By Eric Hübler, The Denver Post
Knight Ridder/Tribune Business News 

Mar. 29, 2004 - "Must" and "have." "Three years ago wireless Internet and high-speed Internet in guest rooms was considered to be something 'out there,' on the edge," said John Montgomery, a hospitality consultant with Horwath Horizon in Denver. 

"Who would have thought that, in a few years, your customer base would demand it?" That's what's happening throughout the Denver area, where hotels are scurrying to add speedy Net links. 

Three-quarters of the hotels in Denver International Airport's orbit -- with 5,043 guest rooms, nearly the same as downtown -- have or are installing high-speed networks, said Susan Stanton, a vice president of DIA Partnership. 

"We were really stunned by how many were saying, 'Yeah, we're right in the middle of upgrading; we'll have it up by April or May,' " she said. 

Sometimes travelers don't know they need high-speed until they see how fast it really is. ("High-speed" generally means 128 kilobits per second or better.) "The business travelers that are coming into DIA, they look at what the amenities are, and if it's high- speed Internet -- boom, you've got their business right away," said Cynthia Milliken, general manager of Red Roof Inn and Suites near the airport, which includes high- speed access in its regular room rate. 

The same is true downtown. 

Larry Thompson, a commercial real estate broker from California, typically books a room at Courtyard by Marriott Denver Downtown because he likes the ambience. 

Now he can exchange image-laden proposals from his laptop at the hotel back and forth to his office. 

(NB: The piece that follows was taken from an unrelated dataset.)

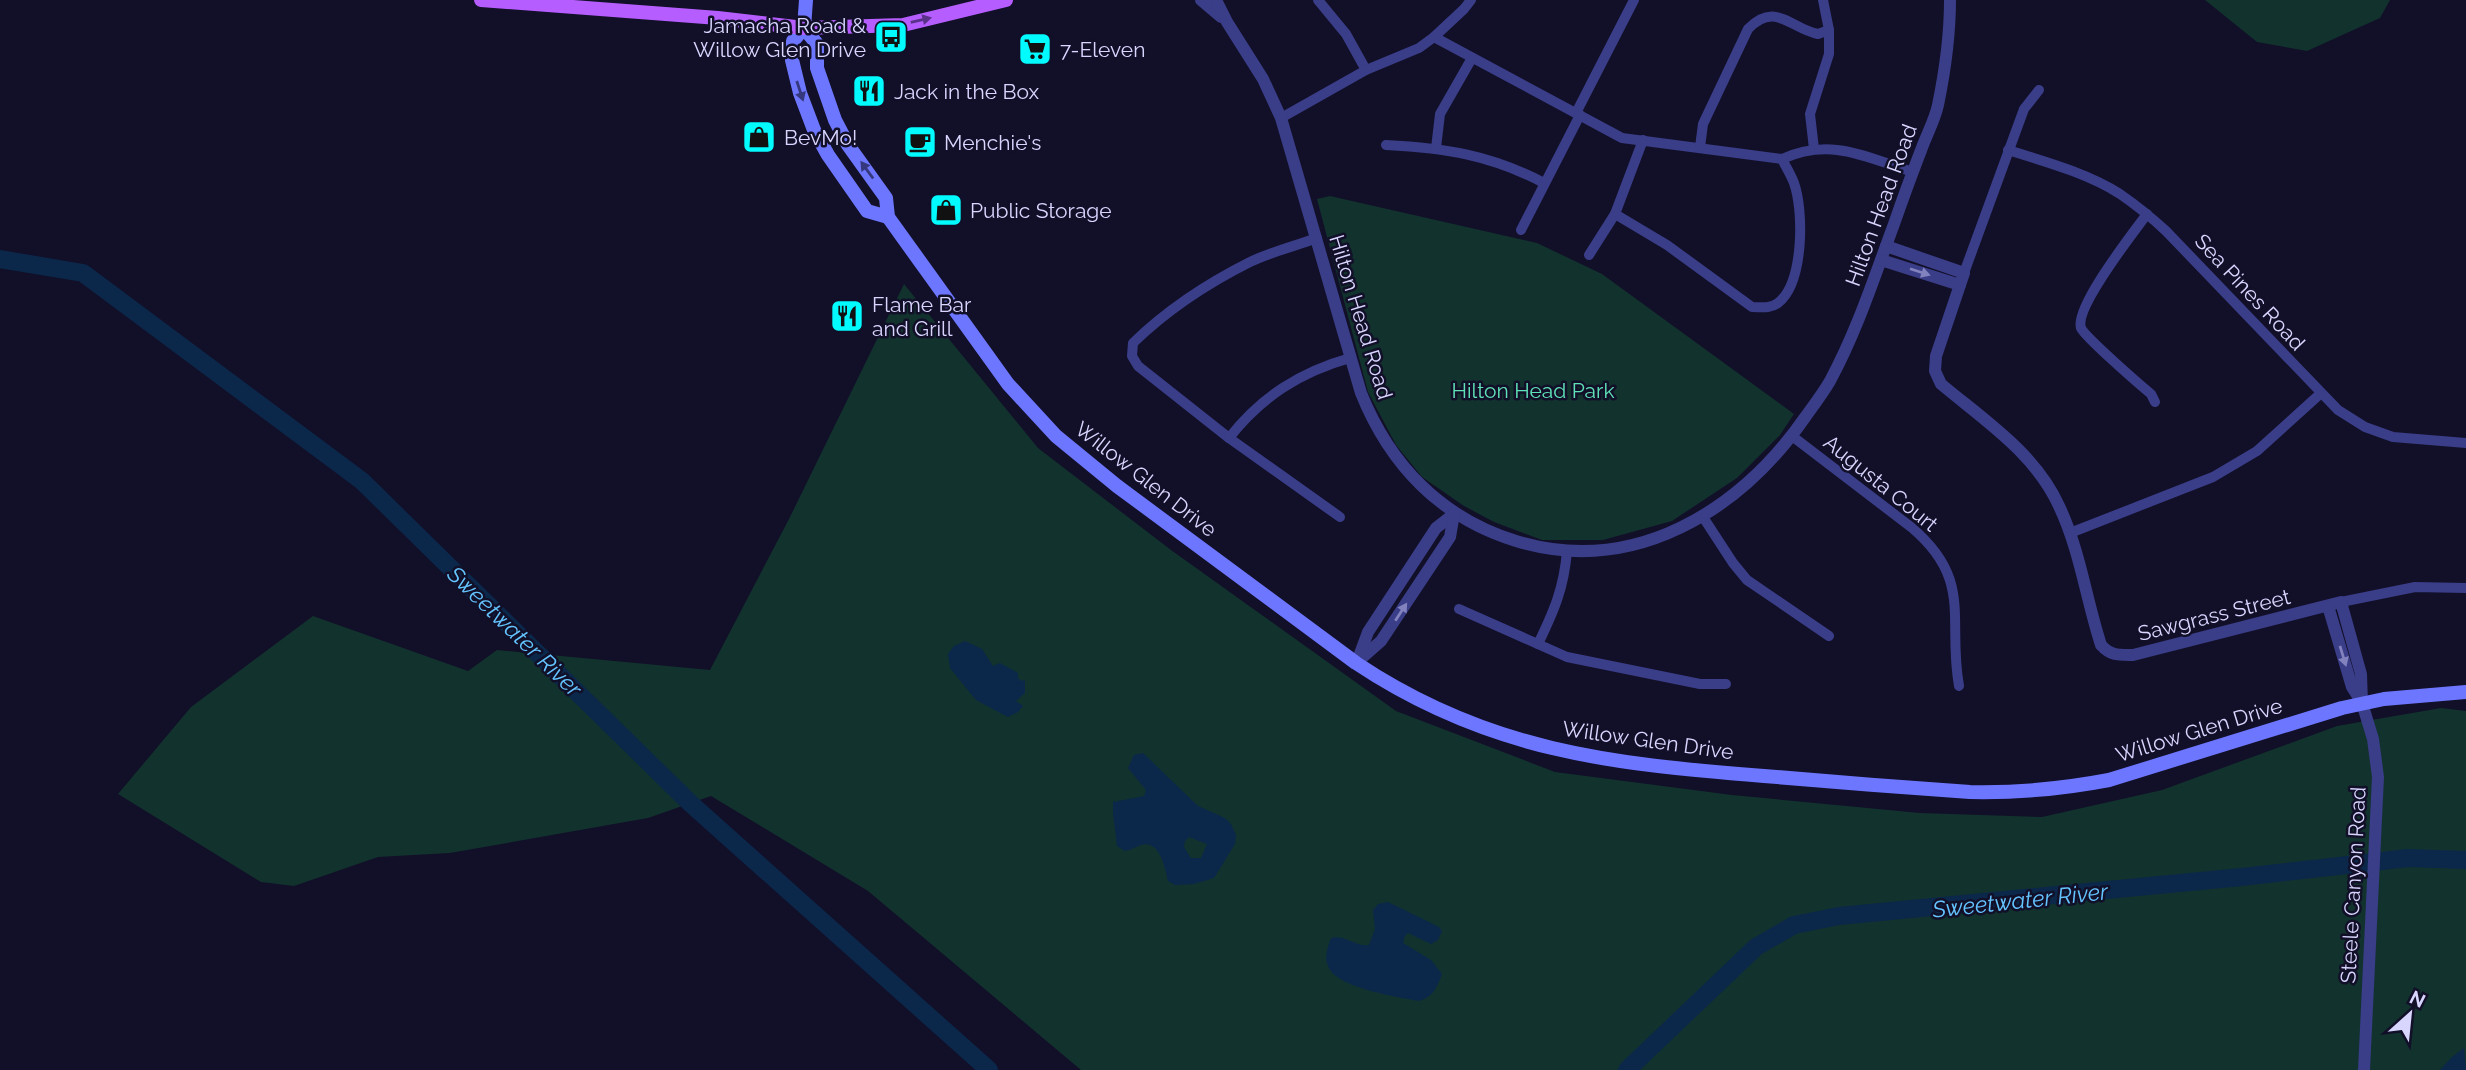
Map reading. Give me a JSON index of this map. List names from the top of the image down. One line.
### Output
{"streets":{"main road":["Willow Glen Drive"],"street":["Hilton Head Road","Sea Pines Road","Augusta Court","Sawgrass Street","Steele Canyon Road"]},"crossings":[["Hilton Head Road","Augusta Court"],["Sea Pines Road","Sawgrass Street"],["Willow Glen Drive","Steele Canyon Road"]],"water":["Sweetwater River"],"parks":["Hilton Head Park"],"places":{"bus stop":["Jamacha Road & Willow Glen Drive"],"supermarket":["7-Eleven"],"restaurant":["Jack in the Box","Flame Bar and Grill"],"shop":["BevMo!","Public Storage"],"cafe":["Menchie's"]},"north":"top right"}
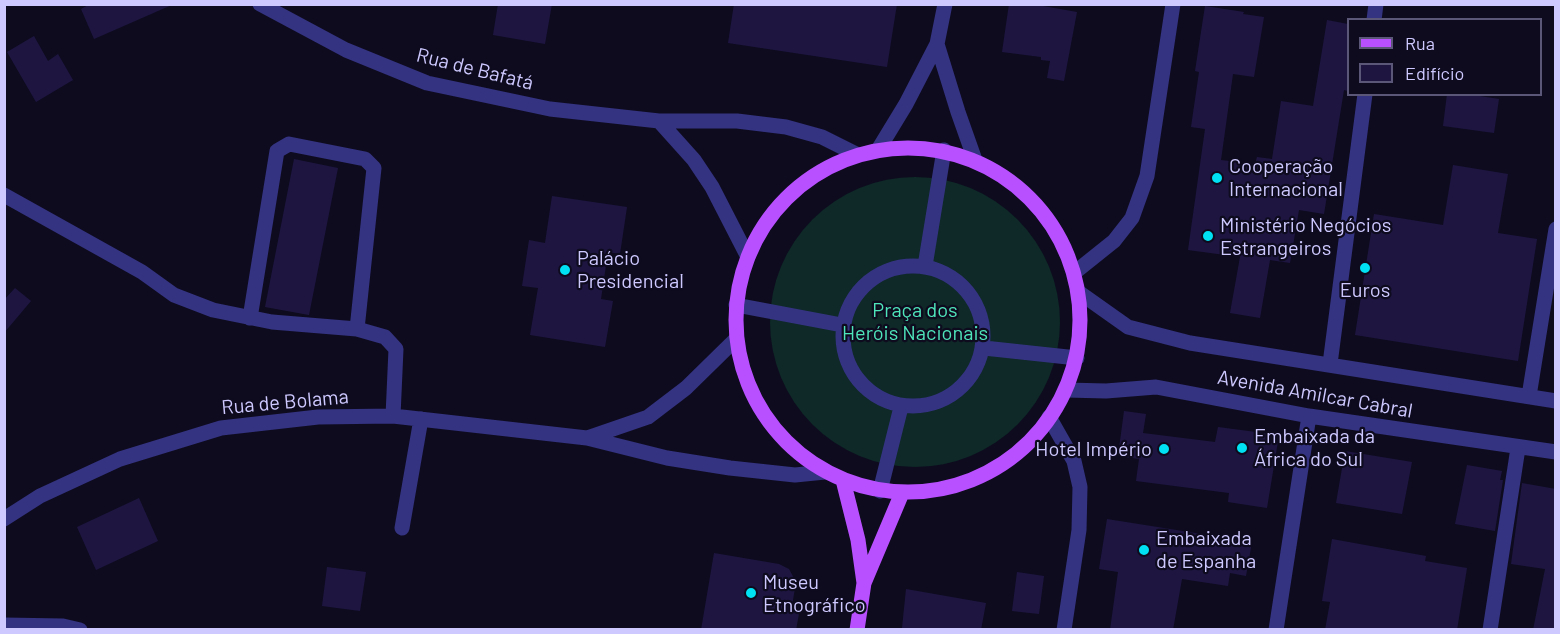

If the Marriott still had dial-up Internet access, "I'd get up an hour earlier or go to bed an hour later and drink extra cups of coffee while waiting for my programs to download," he said. 

The Marriott is one of 115 hotels in 30 states with high-speed access installed by SuiteSpeed Inc., a privately held Louisville company. SuiteSpeed isn't the biggest player in bringing high-speed to hospitality -- those would be Wayport Inc. of Austin, Texas, and STSN Inc. of Salt Lake City. Each has set up about 900 properties, including several hotels in Colorado. 

But in a country with 50,000 hotels, "the marketplace is wide open," said SuiteSpeed president Michael S. Wasik. 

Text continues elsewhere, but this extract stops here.